Dataset entries:
-----

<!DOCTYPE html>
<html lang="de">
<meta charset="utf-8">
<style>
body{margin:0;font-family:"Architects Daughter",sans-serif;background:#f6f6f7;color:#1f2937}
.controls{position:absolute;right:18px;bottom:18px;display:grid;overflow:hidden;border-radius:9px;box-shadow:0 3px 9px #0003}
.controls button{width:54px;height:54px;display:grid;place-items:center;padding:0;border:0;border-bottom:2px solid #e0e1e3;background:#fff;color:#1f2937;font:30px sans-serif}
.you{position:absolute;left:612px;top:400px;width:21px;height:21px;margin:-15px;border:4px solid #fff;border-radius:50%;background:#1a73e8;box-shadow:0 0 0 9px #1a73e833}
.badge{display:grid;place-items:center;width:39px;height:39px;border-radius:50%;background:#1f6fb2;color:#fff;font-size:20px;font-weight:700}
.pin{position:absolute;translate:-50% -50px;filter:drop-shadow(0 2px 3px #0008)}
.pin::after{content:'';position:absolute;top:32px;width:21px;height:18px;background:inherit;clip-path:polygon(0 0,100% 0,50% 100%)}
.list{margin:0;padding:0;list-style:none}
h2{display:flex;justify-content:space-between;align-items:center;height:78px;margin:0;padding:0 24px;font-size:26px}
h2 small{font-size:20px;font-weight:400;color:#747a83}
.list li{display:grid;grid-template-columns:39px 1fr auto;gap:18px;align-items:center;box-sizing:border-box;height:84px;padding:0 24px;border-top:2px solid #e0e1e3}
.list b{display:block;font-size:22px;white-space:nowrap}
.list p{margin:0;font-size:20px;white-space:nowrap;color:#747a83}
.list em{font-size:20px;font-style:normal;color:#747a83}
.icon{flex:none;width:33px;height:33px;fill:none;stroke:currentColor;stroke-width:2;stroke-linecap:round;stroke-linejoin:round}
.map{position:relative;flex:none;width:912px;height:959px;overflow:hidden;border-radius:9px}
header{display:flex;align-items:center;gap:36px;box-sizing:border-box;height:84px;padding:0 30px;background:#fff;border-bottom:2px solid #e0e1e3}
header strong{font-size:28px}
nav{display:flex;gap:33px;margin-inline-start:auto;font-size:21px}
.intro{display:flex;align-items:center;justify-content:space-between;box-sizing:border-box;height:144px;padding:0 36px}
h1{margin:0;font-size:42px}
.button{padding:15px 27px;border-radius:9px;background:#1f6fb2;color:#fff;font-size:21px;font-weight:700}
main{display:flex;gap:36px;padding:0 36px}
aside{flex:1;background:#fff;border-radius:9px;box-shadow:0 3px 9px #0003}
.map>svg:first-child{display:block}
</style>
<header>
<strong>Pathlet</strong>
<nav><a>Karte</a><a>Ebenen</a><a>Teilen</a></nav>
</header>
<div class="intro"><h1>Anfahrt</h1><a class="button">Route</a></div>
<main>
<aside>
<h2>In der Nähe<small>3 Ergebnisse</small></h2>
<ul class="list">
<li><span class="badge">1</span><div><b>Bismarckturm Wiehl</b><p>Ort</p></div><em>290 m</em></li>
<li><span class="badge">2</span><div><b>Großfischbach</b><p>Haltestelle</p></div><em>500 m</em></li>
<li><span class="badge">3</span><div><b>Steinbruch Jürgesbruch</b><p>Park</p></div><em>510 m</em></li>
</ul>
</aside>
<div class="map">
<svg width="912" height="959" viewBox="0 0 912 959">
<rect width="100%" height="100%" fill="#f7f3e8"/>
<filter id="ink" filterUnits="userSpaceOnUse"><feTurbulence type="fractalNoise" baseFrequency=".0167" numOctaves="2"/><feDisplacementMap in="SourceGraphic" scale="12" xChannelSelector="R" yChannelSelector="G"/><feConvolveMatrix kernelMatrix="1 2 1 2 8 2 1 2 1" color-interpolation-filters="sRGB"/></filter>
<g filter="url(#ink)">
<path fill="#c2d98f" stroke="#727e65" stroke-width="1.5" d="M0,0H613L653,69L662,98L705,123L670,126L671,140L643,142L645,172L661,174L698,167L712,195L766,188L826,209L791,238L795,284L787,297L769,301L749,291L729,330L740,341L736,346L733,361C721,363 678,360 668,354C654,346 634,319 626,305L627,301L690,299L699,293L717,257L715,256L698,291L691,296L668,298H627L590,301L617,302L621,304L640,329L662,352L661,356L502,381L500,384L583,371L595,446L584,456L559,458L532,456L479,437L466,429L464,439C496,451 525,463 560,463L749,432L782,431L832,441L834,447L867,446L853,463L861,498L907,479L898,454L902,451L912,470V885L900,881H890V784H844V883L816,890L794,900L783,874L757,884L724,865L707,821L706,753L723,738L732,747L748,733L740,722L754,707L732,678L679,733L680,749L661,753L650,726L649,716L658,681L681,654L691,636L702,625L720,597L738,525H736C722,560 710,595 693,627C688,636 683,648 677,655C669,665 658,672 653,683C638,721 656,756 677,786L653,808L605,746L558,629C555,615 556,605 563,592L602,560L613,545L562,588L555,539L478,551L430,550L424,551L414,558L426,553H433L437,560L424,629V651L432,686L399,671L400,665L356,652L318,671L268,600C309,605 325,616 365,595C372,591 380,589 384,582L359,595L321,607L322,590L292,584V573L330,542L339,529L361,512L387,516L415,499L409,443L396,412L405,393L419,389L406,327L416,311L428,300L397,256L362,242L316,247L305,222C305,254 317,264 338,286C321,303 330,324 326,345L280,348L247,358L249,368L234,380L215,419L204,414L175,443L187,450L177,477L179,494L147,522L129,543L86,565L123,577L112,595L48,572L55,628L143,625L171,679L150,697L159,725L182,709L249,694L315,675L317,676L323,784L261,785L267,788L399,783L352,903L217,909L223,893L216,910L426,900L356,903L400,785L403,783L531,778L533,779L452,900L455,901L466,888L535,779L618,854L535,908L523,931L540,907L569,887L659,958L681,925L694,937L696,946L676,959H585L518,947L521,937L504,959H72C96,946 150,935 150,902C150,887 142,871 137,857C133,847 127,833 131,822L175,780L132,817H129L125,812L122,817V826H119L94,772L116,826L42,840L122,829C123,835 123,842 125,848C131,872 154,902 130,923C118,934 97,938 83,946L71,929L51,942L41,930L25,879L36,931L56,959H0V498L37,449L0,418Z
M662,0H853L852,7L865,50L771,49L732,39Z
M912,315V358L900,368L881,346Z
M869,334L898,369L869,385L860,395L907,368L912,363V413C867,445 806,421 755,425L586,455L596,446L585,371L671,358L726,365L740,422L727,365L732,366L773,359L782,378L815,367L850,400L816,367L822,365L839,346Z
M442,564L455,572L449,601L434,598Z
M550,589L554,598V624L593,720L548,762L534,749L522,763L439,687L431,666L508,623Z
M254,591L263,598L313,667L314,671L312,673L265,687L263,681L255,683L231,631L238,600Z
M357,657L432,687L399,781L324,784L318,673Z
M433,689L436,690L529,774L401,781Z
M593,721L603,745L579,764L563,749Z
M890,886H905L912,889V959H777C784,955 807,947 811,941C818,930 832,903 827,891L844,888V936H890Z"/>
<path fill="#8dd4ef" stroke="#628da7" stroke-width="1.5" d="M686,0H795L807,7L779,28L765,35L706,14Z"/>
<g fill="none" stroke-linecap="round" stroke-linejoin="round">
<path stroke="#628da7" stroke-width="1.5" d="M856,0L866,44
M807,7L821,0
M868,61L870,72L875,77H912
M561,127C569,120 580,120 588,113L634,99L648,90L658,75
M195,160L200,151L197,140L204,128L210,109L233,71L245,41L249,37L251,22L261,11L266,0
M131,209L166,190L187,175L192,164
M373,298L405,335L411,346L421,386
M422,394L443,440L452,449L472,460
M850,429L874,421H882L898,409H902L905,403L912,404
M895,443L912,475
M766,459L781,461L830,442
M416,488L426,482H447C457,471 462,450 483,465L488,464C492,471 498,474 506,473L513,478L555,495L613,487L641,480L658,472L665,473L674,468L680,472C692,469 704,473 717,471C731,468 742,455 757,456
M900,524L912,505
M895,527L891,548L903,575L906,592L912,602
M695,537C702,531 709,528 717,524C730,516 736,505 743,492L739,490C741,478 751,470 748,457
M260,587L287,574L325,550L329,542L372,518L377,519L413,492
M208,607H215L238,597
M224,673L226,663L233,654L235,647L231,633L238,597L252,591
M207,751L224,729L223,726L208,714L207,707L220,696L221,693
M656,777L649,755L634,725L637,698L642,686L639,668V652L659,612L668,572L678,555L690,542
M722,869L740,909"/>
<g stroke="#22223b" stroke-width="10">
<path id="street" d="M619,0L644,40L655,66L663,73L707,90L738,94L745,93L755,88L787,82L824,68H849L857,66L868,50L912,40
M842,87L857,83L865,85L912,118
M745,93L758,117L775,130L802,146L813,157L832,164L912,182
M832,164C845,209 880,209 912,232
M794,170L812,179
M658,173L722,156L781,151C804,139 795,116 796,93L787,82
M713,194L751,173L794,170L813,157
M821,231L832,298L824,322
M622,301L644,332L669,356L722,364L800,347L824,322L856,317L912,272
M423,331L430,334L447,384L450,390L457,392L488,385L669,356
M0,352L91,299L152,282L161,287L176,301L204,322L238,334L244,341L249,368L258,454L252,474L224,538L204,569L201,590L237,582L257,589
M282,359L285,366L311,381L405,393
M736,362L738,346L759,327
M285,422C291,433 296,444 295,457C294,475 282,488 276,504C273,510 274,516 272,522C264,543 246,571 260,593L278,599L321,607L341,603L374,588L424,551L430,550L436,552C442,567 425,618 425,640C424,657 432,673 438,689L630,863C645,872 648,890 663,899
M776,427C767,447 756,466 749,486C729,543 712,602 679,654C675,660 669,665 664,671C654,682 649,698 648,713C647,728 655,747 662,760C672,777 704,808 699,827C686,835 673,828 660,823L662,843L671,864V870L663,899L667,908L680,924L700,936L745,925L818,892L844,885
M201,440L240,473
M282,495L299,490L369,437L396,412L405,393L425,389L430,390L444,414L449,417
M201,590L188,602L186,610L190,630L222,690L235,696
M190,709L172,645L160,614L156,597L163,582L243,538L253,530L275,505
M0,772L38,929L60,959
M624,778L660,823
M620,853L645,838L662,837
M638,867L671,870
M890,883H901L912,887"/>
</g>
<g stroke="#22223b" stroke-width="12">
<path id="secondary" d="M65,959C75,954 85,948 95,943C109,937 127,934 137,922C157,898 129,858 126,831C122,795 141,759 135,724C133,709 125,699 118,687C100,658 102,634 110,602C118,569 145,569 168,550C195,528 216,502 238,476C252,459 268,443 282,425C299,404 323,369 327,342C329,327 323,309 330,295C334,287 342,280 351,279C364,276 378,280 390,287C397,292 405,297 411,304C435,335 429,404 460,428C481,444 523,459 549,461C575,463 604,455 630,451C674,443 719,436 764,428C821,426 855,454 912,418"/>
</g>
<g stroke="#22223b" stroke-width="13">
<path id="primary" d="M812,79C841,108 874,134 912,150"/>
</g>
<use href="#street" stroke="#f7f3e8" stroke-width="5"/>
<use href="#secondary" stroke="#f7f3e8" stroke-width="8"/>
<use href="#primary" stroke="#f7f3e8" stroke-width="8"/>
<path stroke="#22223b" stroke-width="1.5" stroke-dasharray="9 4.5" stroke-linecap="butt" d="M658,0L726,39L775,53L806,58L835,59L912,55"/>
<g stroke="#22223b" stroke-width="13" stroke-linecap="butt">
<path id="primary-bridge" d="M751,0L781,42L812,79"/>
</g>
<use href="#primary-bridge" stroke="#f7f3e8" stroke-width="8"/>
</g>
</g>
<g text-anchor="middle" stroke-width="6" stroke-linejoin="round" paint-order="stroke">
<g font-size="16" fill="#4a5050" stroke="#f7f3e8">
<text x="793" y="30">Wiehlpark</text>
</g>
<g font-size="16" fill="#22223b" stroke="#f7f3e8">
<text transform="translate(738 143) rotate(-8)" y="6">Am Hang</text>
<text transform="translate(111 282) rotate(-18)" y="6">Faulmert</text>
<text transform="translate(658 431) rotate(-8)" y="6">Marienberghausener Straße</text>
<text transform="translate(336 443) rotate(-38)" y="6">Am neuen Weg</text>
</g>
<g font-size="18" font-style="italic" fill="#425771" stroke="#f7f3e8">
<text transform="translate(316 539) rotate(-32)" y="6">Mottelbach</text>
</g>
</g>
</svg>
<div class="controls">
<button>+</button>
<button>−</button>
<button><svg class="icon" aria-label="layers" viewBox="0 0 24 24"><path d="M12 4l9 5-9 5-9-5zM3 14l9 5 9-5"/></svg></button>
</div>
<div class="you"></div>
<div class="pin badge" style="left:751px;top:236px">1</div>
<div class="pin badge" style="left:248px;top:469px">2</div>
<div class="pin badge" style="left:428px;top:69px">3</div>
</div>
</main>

-----

## TASK REQUIREMENTS:
Provide the number of lines above containing "radius" and nothing else.

## RESULT BELOW:
6